The lavish, multimillion-dollar spectacle saw 22 mummies - 18 kings and four queens - transported from the peach-coloured, neo-classical Egyptian Museum to their new resting place 5km (three miles) away.
With tight security arrangements befitting their royal blood and status as national treasures, the mummies were relocated to the new National Museum of Egyptian Civilisation in what is called The Pharaohs' Golden Parade.
They were transported with great fanfare in chronological order of their reigns - from the 17th Dynasty ruler, Seqenenre Taa II, to Ramses IX, who reigned in the 12th Century BC.
Egypt experienced a sharp rise in Covid-19 infections a year ago, but following a decline in the number of cases and deaths, restrictions on open-air gatherings were later lifted.

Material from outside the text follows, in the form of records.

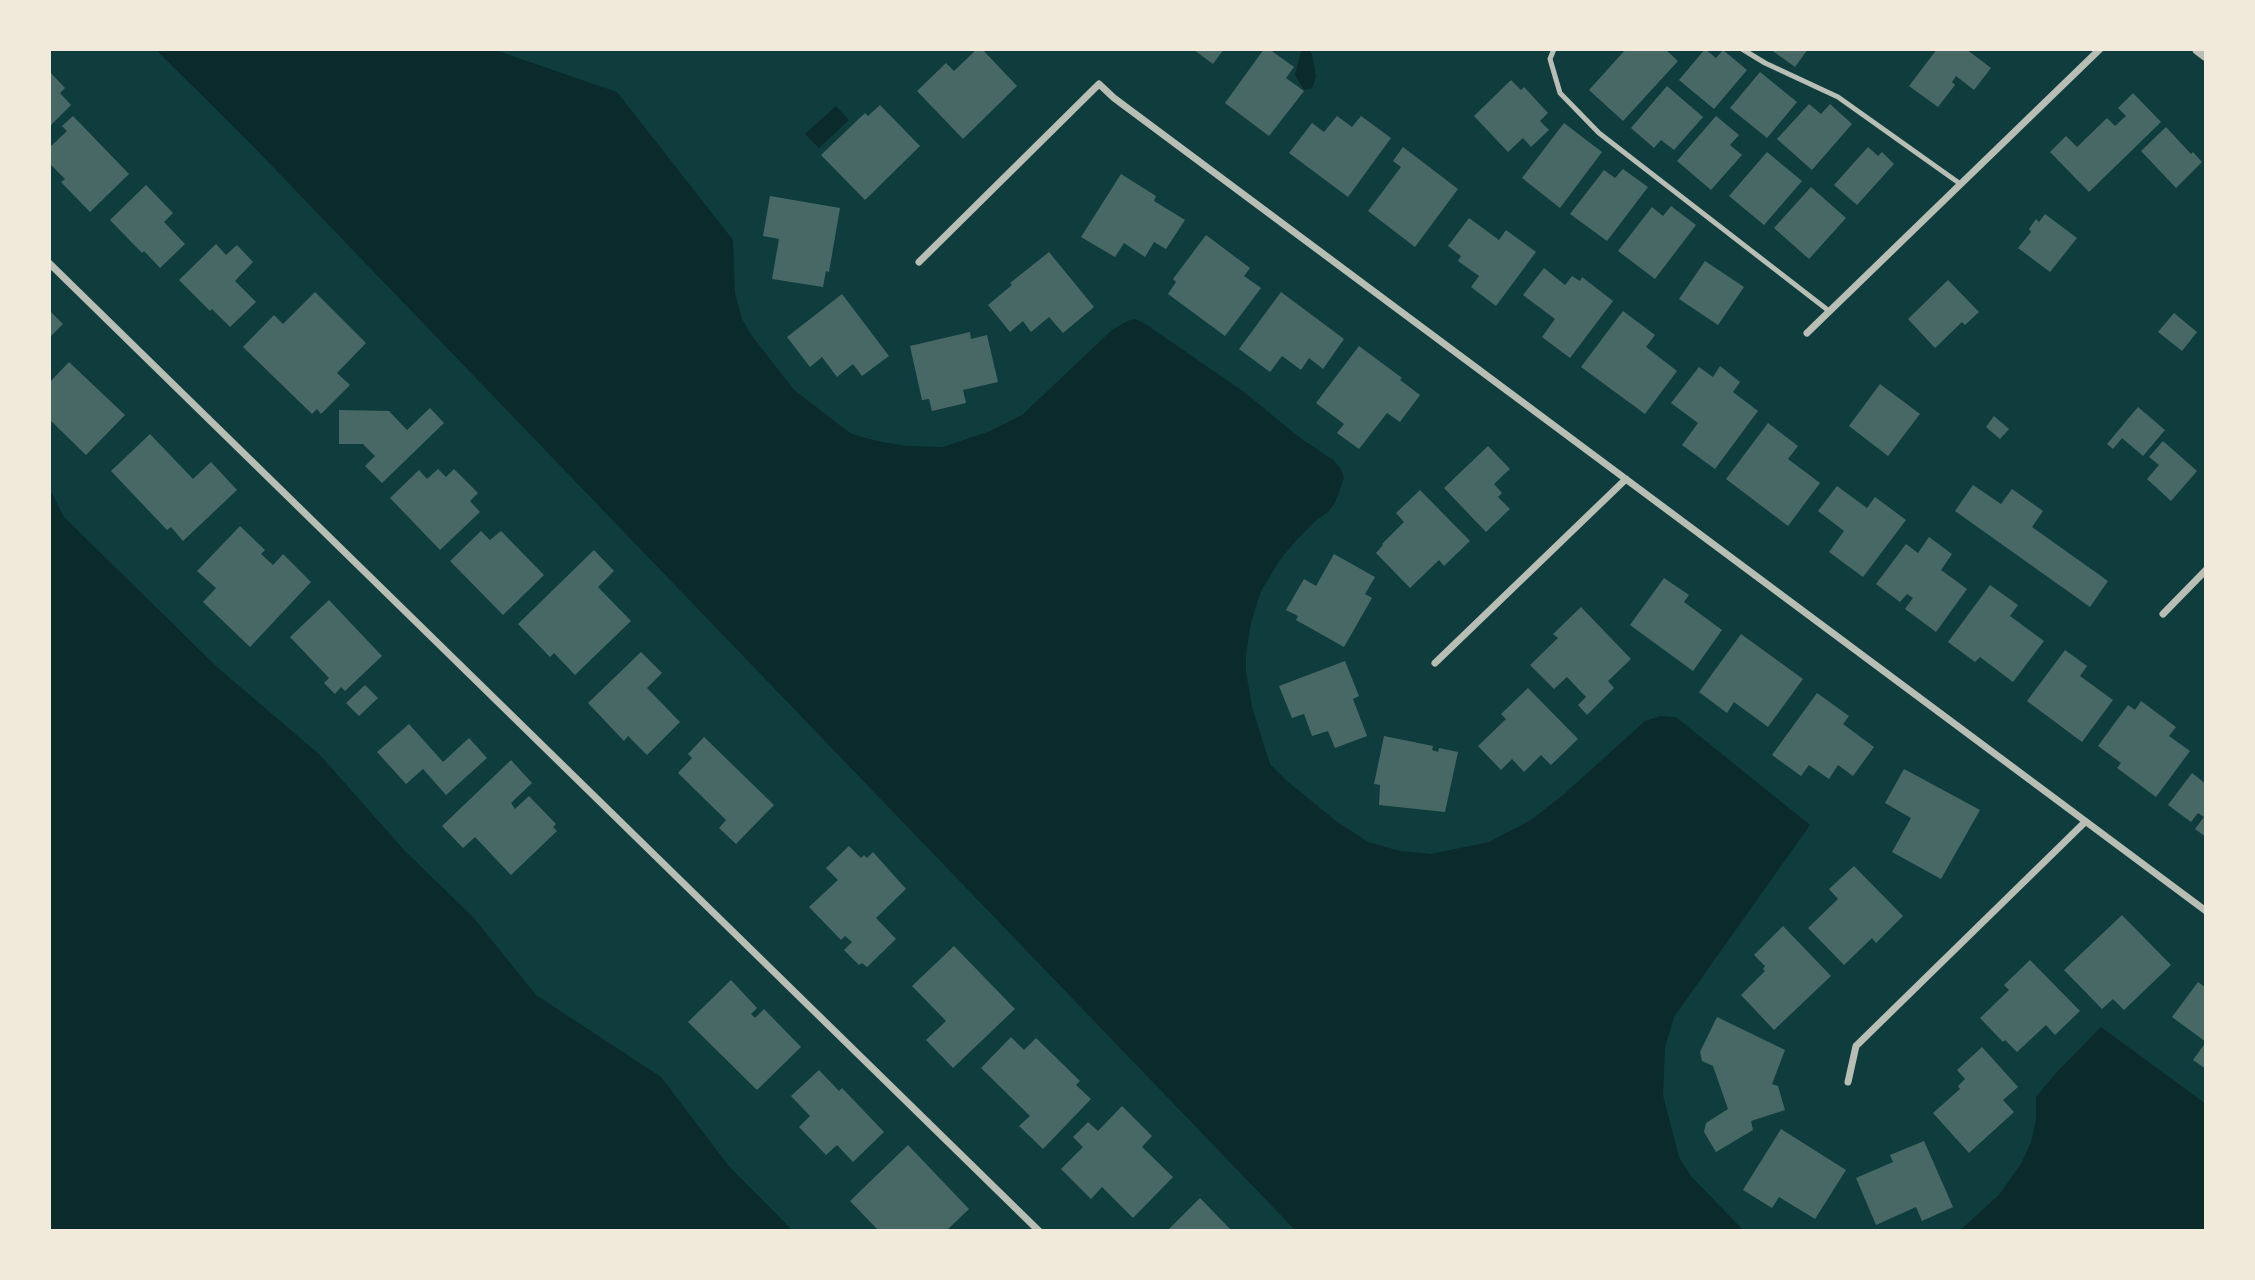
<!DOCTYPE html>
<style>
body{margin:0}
#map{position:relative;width:2255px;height:1280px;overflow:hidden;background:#0f3d3e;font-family:"PT Sans",sans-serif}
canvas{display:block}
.frame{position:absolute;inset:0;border:51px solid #f1e9da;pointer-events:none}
</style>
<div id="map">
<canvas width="2255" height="1280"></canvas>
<div class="frame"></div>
</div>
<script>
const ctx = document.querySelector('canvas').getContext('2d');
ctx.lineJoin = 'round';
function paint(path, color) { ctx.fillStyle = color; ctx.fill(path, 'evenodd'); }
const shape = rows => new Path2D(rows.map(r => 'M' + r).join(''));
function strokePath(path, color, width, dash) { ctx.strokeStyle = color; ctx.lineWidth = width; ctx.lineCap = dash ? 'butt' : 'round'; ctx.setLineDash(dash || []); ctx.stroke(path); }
paint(shape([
 [155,49,492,49,617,92,733,240,735,293,742,319,752,336,794,390,850,433,862,437,882,442,907,446,943,447,990,431,1022,415,1112,330,1127,321,1135,319,1144,323,1244,392,1299,437,1333,460,1341,469,1344,478,1335,503,1328,512,1314,522,1293,544,1280,560,1261,591,1251,623,1246,655,1246,672,1252,707,1270,764,1287,781,1336,821,1368,842,1400,851,1431,854,1489,842,1531,820,1563,795,1645,721,1660,716,1676,717,1810,825,1674,1017,1665,1048,1663,1095,1679,1157,1691,1176,1744,1231,1296,1231,248,141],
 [1304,49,1308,49,1312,54,1316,77,1312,88,1304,90,1295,75,1301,51],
 [836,106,849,120,819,148,805,134],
 [49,488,64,517,217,667,320,755,405,851,473,917,536,995,661,1077,728,1165,793,1231,49,1231],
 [2101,1027,2206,1104,2206,1231,1959,1231,1999,1195,2022,1162,2031,1142,2036,1120,2036,1097,2055,1074]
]), '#0a2a2b');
paint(shape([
 [977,49,982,49,1017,86,963,139,917,91,946,63,954,71],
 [1193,49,1224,49,1213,64],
 [1264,49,1269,49,1294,67,1286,78,1304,91,1269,136,1225,103],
 [1626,49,1665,49,1678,61,1623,121,1589,90],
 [1705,49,1716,58,1723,50,1747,70,1714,109,1679,80],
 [1770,49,1808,49,1795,67],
 [1937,49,1966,49,1991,68,1974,90,1956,76,1952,82,1955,85,1938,107,1909,86],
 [49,71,65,88,60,93,71,105,49,127],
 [1760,72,1797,102,1767,138,1730,108],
 [1511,80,1521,90,1524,87,1548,113,1540,121,1549,130,1531,147,1523,138,1508,152,1474,116],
 [1667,86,1703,117,1674,150,1661,140,1654,148,1631,128],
 [2133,93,2161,122,2089,192,2050,152,2066,136,2077,147,2107,118,2115,126,2126,116,2118,108],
 [1809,104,1821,114,1830,104,1852,124,1812,170,1777,139],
 [880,105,920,146,865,200,821,155,865,113,868,116],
 [73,116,129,174,90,212,61,182,65,179,49,163,49,148,67,131,62,126],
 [1337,116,1352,127,1361,116,1391,138,1348,197,1289,153,1312,123,1324,132],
 [1716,116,1739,135,1730,145,1742,155,1711,190,1677,161],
 [1564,123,1602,152,1560,208,1522,178],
 [2166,127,2191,154,2193,152,2202,162,2176,188,2141,151],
 [1403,147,1458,189,1415,247,1368,211,1401,167,1393,161],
 [1868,147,1878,156,1882,152,1894,164,1857,205,1834,185],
 [1767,152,1802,181,1764,225,1729,196],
 [1623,169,1648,187,1607,241,1570,214,1604,170,1615,178],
 [1121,174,1156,196,1154,201,1185,220,1166,249,1154,242,1145,257,1124,243,1115,257,1081,237],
 [146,185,173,213,164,222,185,244,160,268,144,251,142,253,110,220],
 [1811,187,1846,218,1809,259,1774,228],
 [770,196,840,208,829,272,826,271,823,287,772,279,779,239,763,236],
 [1671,206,1696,225,1655,279,1618,251,1652,207,1663,216],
 [2045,214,2077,238,2050,272,2018,248,2031,232,2029,229,2036,219,2039,222],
 [1469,218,1499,240,1506,230,1536,252,1496,306,1471,287,1479,276,1458,261,1461,256,1448,246],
 [1206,235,1250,268,1244,276,1261,288,1225,336,1168,294,1176,282,1173,279],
 [216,244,226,255,237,245,253,262,235,281,256,302,230,327,212,309,210,311,179,280],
 [1049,252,1094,307,1063,333,1049,317,1031,332,1023,321,1010,332,988,305,1012,285,1010,283],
 [1705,261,1744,287,1718,325,1679,299],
 [1544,268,1565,285,1572,276,1580,281,1582,277,1613,301,1570,358,1542,337,1555,319,1523,295],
 [1948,280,1979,312,1965,325,1962,322,1935,348,1908,319],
 [315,292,366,343,337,373,350,385,321,414,317,409,312,414,243,347,274,315,283,324],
 [1281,292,1344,339,1323,369,1309,358,1301,370,1282,356,1270,372,1239,349],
 [842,294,889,356,862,376,853,364,837,377,822,357,810,367,787,337],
 [49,310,63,324,49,338],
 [1623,311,1655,335,1646,347,1677,371,1645,414,1581,367],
 [2174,313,2197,332,2182,351,2158,332],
 [970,332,971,339,987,335,998,382,963,390,966,403,932,411,929,399,922,400,910,346],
 [1359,346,1402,378,1400,380,1420,395,1400,422,1387,413,1359,449,1337,433,1344,424,1316,403],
 [69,362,125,415,86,455,49,419,49,383],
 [1720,366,1740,382,1733,392,1758,411,1715,469,1682,445,1698,423,1671,403,1699,367,1713,377],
 [1880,384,1920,414,1888,456,1849,426],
 [2138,407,2165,430,2143,456,2122,438,2113,449,2107,444],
 [430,408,444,423,382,483,365,466,375,456,363,444,339,444,339,410,389,411,407,430],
 [1994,416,2009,429,2000,439,1986,427],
 [1768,423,1798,446,1788,459,1820,483,1788,526,1726,479],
 [150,434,193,479,211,462,237,490,183,541,171,527,167,530,111,471],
 [2163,441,2197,471,2171,501,2147,479,2159,465,2149,457],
 [1488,446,1510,469,1494,484,1502,493,1498,497,1510,509,1486,532,1444,488],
 [438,469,446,477,454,469,478,493,470,501,480,512,440,550,390,498,419,470,427,479],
 [1973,485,2001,504,2012,489,2043,511,2032,527,2108,581,2090,607,1955,511],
 [1837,486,1867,508,1875,497,1906,520,1863,577,1829,552,1844,531,1818,511],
 [1420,490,1470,541,1444,566,1439,560,1410,588,1376,553,1383,545,1382,544,1404,522,1396,513],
 [240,526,265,550,261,554,273,565,283,554,311,582,250,647,203,602,216,588,197,571],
 [481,531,490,540,501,531,544,575,503,615,450,561],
 [1929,537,1952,554,1941,570,1967,589,1936,632,1905,609,1913,598,1907,594,1900,602,1876,584,1906,544,1918,553],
 [594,550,614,571,598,587,631,621,575,675,554,653,550,657,518,624],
 [1334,554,1375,577,1365,594,1372,598,1344,647,1296,620,1298,616,1286,610,1304,579,1316,586],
 [1664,578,1689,595,1684,602,1722,630,1693,671,1630,625],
 [1990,585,2018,605,2010,616,2044,641,2013,682,1980,657,1975,662,1948,642],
 [329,600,382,656,345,691,341,687,335,694,324,683,329,678,290,637],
 [1581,607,1631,659,1608,681,1614,688,1587,715,1578,705,1586,697,1567,677,1554,689,1530,665,1558,638,1553,634],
 [1741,634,1803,679,1768,727,1734,702,1727,713,1699,692],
 [2065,650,2087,666,2080,676,2113,700,2082,742,2027,701],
 [641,652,662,673,647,688,680,722,647,755,628,736,624,741,588,703],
 [1345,661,1359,696,1353,699,1367,736,1335,748,1328,731,1312,736,1304,714,1292,718,1279,686],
 [365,685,378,698,359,716,346,703],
 [1528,688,1578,739,1551,765,1541,755,1524,772,1512,759,1501,770,1478,746,1506,719,1501,714],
 [1817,693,1849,716,1843,724,1874,747,1853,776,1838,765,1829,779,1809,765,1801,776,1772,755],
 [2141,701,2176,727,2169,736,2190,751,2156,797,2117,768,2121,763,2098,746,2128,705,2135,710],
 [409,724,443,762,469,738,487,758,446,795,423,769,406,784,377,752],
 [1384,736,1433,746,1432,750,1438,752,1439,748,1458,752,1445,812,1379,805,1380,785,1374,784],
 [704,737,774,805,736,844,719,828,726,820,678,773,692,758,688,754],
 [511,760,532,783,511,803,515,809,529,796,556,824,553,827,557,831,511,875,475,837,463,848,442,826],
 [1904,769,1980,810,1941,879,1892,852,1911,818,1885,803],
 [2192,773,2206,784,2206,837,2195,829,2204,817,2198,813,2191,822,2168,805],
 [849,846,861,858,864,855,867,858,873,852,906,889,876,918,896,939,867,967,862,963,859,965,844,950,852,942,845,936,841,940,809,907,838,880,826,868],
 [1854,866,1903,916,1876,943,1872,938,1844,965,1808,928,1838,899,1829,889],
 [2122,915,2171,965,2124,1010,2113,999,2102,1009,2064,970],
 [1783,926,1831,976,1774,1030,1741,995,1765,971,1763,969,1765,966,1754,955],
 [954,946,1015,1009,953,1068,926,1040,946,1021,912,986],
 [2030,960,2080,1011,2055,1035,2046,1025,2017,1052,2005,1040,2003,1042,1980,1018,2009,990,2004,985],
 [731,980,757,1008,751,1014,755,1018,764,1009,801,1047,757,1090,688,1022],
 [2198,982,2206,988,2206,1042,2172,1017],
 [1717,1017,1785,1050,1772,1084,1778,1086,1785,1110,1751,1121,1753,1130,1716,1152,1704,1132,1706,1123,1728,1109,1713,1066,1702,1061,1700,1052],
 [1011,1037,1024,1050,1036,1038,1080,1081,1076,1085,1091,1099,1043,1149,1019,1126,1030,1116,981,1068],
 [2206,1042,2206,1069,2193,1060],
 [1982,1047,2018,1087,2003,1100,2014,1112,1969,1153,1933,1113,1960,1089,1958,1086,1965,1079,1957,1070],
 [819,1070,839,1091,842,1088,884,1132,853,1162,837,1145,826,1155,799,1127,810,1116,791,1096],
 [1122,1106,1152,1136,1142,1147,1173,1177,1133,1218,1102,1187,1091,1199,1061,1169,1083,1147,1073,1137,1088,1122,1098,1131],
 [1781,1129,1846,1170,1815,1219,1779,1197,1772,1208,1743,1190],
 [1924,1141,1953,1207,1922,1221,1916,1207,1876,1225,1856,1178,1893,1162,1890,1155],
 [908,1145,969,1209,946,1231,879,1231,850,1201],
 [1200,1198,1232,1231,1167,1231]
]), '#486865');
strokePath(shape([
 [1554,49,1550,59,1560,93,1599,133,1829,311],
 [1742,49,1765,63,1838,97,1959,183]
]), '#b8beb3', 5);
strokePath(shape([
 [919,262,1099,84,1114,98,2206,911],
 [49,263,1039,1231],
 [1807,333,2100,49],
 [2163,614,2206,570],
 [1435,663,1626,479],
 [1848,1082,1856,1046,2085,822]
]), '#b8beb3', 7);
strokePath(shape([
 [2198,49,2206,55]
]), '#b8beb3', 12);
</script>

One of the main attractions of Saturday's event is King Ramses II, the most famous pharaoh of the New Kingdom, who ruled for 67 years and is remembered for signing the first known peace treaty.
Another is Queen Hatshepsut, or Foremost of Noble Ladies. She became ruler even though the customs of her time were that women did not become pharaohs.
Each mummy was carried on a decorated vehicle fitted with special shock-absorbers and surrounded by a motorcade, including replica horse-drawn war chariots.